Hong Kong'un yakın zamanda başlattığı stablecoin politikası sektörde geniş bir tartışma yarattı. Bu politika, piyasayı düzenlemeyi amaçlıyormuş gibi görünse de, aslında stablecoin'in gelişimini ve uygulamasını engelleyebilir.
Öncelikle, yeni düzenleme kullanıcıların gerçek kimlik doğrulaması KYC yapmasını gerektiriyor ve bilgilerin 5 yıldan fazla süreyle saklanmasını talep ediyor. Daha da kafa karıştırıcı olan, bunun yanı sıra, stabilcoinlerin DeFi ekosistemine girmesi ve anonim cüzdanlarla etkileşimde bulunması yasaklanıyor. Bu kadar sıkı düzenlemeler, bu stabilcoinlerin geleneksel dijital para birimlerinden ne tür bir özsel farkı olduğunu sorgulatıyor. Bilindiği üzere, USDT ve USDC gibi dolar stabilcoinleri, büyük ölçüde DeFi alanındaki yaygın kullanımlarına bağlı olarak popülaritesini kazanmıştır. DeFi'nin değer artırıcı işlevi ortadan kaldırıldığında, kullanıcıların Hong Kong doları stabilcoinlerini elinde tutma motivasyonu ne olacaktır?
İkinci olarak, politikanın Hong Kong perakende pazarına fiat para birimi ile sabitlenmiş stablecoin sunan veya çıkaran kuruluşların lisanslı olmasını gerektirdiği belirtiliyor. İlk başvuru süresi 30 Eylül'de sona erecek ve ilk lisansların 2026 yılının başlarında verilmesi bekleniyor. Bu, USDT, USDC gibi uluslararası tanınmış stablecoin'lerin Hong Kong'da iş yapabilmesi için sadece lisans başvurusu yapmalarıyla kalmayıp, aynı zamanda 1:1 rezerv sistemi kurallarına uymaları ve varlıklarının saklanması gerekeceği anlamına geliyor. Ancak Tether örneğinde olduğu gibi, yüz milyarlarca dolarlık rezervlerinin büyük ölçüde devlet tahvillerinden oluştuğu düşünüldüğünde, bu kadar büyük bir varlığı başkalarına yönetmesi için teslim etmeleri pek olası görünmüyor.

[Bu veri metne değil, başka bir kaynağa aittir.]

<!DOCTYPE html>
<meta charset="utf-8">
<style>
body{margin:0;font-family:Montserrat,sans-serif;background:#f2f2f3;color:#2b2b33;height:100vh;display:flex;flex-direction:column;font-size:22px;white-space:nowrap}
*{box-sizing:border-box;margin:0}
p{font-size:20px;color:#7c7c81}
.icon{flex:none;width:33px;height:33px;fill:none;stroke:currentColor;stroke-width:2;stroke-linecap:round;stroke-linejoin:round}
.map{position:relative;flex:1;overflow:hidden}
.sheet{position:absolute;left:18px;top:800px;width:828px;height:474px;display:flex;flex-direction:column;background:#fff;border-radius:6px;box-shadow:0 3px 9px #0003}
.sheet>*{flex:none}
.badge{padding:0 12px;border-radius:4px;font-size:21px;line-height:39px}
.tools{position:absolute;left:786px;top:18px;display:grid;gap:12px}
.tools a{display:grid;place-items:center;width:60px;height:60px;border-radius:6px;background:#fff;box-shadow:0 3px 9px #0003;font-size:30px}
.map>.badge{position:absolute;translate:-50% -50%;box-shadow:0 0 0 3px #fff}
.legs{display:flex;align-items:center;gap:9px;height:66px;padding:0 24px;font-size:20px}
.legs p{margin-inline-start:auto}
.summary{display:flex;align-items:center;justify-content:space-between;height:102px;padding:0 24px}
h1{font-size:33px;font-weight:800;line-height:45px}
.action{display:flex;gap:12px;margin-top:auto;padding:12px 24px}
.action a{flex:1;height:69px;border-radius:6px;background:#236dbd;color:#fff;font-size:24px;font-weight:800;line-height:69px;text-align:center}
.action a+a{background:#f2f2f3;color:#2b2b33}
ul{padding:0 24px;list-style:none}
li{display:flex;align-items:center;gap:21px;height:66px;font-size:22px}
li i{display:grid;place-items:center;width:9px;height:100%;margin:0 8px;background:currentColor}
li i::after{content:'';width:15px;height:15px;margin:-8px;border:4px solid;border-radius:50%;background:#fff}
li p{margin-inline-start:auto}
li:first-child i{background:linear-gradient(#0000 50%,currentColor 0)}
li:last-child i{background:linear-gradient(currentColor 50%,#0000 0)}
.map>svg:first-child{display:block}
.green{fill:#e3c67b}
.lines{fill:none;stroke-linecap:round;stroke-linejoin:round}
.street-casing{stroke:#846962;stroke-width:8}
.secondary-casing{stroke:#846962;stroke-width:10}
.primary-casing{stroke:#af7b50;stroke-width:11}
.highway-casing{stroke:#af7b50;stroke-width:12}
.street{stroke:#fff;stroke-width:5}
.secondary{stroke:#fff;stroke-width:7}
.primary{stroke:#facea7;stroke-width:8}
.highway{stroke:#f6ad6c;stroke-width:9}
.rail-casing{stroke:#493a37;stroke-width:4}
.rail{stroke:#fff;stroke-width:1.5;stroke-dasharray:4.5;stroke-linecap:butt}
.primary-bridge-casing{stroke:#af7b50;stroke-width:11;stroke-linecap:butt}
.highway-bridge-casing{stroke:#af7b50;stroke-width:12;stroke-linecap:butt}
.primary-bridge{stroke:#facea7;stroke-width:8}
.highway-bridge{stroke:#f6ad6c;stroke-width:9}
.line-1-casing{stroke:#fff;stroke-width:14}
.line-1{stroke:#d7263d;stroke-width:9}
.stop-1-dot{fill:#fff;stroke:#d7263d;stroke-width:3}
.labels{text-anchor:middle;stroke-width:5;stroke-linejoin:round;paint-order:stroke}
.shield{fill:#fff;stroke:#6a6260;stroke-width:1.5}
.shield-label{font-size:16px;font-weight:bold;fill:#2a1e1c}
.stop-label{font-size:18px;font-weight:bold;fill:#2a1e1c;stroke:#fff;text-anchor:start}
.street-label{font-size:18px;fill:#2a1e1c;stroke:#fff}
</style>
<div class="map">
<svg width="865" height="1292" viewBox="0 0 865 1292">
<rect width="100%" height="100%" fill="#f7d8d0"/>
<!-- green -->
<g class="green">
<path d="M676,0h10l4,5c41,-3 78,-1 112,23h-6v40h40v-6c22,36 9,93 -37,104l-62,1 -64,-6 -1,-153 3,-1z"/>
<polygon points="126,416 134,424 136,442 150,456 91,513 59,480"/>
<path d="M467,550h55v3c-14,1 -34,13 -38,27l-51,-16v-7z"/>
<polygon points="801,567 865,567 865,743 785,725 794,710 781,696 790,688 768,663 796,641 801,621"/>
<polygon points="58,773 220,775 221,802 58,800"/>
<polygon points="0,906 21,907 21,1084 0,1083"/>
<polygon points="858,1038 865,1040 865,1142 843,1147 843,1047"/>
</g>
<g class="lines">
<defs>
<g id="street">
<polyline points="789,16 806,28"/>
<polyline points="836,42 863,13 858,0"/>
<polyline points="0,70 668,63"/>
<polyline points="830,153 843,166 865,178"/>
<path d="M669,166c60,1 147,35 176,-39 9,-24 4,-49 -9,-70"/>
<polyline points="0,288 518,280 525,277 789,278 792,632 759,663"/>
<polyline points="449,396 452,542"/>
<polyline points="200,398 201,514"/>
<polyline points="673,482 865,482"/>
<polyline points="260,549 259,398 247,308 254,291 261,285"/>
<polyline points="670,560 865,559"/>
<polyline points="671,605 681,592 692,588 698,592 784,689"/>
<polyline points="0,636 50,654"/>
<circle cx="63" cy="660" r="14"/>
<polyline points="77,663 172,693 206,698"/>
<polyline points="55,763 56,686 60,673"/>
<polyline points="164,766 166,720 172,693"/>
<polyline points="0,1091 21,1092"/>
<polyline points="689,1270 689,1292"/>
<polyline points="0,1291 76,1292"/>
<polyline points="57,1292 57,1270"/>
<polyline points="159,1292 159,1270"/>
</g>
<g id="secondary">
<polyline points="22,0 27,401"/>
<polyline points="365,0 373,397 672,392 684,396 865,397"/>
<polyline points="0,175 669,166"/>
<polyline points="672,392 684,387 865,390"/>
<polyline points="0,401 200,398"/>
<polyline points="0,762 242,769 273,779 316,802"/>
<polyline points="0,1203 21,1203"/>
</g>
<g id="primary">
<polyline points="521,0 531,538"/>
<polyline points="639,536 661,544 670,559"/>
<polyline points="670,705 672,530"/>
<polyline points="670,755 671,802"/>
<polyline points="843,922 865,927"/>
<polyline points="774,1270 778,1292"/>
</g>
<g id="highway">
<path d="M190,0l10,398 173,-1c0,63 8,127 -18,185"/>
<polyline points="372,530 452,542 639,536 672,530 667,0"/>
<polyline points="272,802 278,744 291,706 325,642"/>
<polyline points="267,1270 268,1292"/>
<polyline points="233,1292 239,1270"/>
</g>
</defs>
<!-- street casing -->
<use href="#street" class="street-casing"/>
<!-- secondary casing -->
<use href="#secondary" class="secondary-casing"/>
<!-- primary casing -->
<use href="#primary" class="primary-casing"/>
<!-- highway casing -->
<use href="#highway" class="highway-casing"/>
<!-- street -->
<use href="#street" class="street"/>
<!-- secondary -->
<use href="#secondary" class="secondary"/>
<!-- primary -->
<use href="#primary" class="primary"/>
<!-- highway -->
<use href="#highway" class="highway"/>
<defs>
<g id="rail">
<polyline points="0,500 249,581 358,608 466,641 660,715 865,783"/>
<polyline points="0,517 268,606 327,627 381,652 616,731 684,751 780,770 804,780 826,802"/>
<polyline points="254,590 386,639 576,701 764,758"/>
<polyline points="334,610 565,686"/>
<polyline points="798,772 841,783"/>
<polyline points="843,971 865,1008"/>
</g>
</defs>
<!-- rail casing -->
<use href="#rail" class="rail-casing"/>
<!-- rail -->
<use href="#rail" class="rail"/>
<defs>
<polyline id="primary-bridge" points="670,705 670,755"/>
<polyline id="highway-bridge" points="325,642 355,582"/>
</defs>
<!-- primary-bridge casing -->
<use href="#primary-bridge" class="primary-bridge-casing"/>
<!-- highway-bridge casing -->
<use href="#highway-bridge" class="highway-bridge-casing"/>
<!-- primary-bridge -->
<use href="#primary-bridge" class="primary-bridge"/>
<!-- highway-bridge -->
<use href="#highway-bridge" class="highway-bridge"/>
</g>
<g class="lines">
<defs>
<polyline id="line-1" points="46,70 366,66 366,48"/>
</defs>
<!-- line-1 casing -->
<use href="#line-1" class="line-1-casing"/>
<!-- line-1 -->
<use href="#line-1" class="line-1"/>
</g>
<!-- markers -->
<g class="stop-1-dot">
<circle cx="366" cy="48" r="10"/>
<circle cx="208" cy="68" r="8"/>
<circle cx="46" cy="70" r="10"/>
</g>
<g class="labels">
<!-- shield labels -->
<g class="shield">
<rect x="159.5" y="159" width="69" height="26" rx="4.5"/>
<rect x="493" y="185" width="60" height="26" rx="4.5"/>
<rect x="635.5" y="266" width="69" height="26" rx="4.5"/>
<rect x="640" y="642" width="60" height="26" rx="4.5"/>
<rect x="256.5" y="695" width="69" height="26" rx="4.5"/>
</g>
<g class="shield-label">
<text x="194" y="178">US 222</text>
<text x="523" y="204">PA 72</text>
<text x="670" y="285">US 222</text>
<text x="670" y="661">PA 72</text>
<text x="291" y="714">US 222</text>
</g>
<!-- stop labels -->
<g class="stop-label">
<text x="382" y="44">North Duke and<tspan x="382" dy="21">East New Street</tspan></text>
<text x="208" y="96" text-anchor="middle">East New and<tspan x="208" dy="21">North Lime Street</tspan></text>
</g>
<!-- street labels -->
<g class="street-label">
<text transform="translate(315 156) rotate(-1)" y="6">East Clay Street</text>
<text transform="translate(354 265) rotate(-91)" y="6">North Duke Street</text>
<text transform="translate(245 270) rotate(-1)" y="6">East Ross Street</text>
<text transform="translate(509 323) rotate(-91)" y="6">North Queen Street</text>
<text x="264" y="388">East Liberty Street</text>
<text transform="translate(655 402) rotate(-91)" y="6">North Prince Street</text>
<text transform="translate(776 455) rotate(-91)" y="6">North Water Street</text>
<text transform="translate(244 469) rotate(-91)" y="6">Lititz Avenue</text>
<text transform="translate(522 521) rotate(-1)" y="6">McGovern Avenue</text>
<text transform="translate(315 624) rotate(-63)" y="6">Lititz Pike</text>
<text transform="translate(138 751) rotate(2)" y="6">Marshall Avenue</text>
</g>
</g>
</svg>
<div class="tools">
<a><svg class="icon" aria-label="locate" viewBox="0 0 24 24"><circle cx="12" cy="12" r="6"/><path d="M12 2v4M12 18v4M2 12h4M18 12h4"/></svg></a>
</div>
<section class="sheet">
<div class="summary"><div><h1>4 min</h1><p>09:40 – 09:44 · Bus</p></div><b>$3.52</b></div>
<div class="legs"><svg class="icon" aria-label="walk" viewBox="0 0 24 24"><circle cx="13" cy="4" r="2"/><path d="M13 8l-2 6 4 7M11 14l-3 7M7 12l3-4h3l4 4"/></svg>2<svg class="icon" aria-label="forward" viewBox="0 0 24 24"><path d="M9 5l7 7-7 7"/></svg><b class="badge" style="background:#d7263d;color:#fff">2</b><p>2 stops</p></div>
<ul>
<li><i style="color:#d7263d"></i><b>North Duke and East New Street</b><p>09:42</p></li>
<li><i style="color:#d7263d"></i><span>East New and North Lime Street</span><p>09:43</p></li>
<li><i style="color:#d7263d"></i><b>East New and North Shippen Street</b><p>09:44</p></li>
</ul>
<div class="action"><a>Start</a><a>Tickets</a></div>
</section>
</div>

Uzun vadede, eğer Hong Kong gerçekten dijital para alanında bir şeyler yapmak istiyorsa, daha kapsayıcı ve açık bir tutum benimsemelidir. Geleneksel finansal düşünce tarzıyla yeni ortaya çıkan blockchain endüstrisini düzenlemek, gerçek yeniliği teşvik etmekte zorlanabilir. Bu nedenle, bu stablecoin politikası, tüm kripto para endüstrisi üzerinde muhtemelen çok az bir etki yaratacak ya da hatta olumsuz etkiler doğurabilir.
Hong Kong, uluslararası finans merkezi olarak, dijital varlık alanında öncü bir rol oynamalıydı. Ancak, bu seferki stablecoin politikası, blockchain teknolojisinin temel ilkesi olan - merkeziyetsizlik ve finansal kapsayıcılık - ile çelişiyor gibi görünüyor. Gelecekte, düzenleme ile yenilik arasında nasıl bir denge sağlanacağı, Hong Kong'un dijital finans gelişim yolu üzerindeki büyük bir zorluk olacak.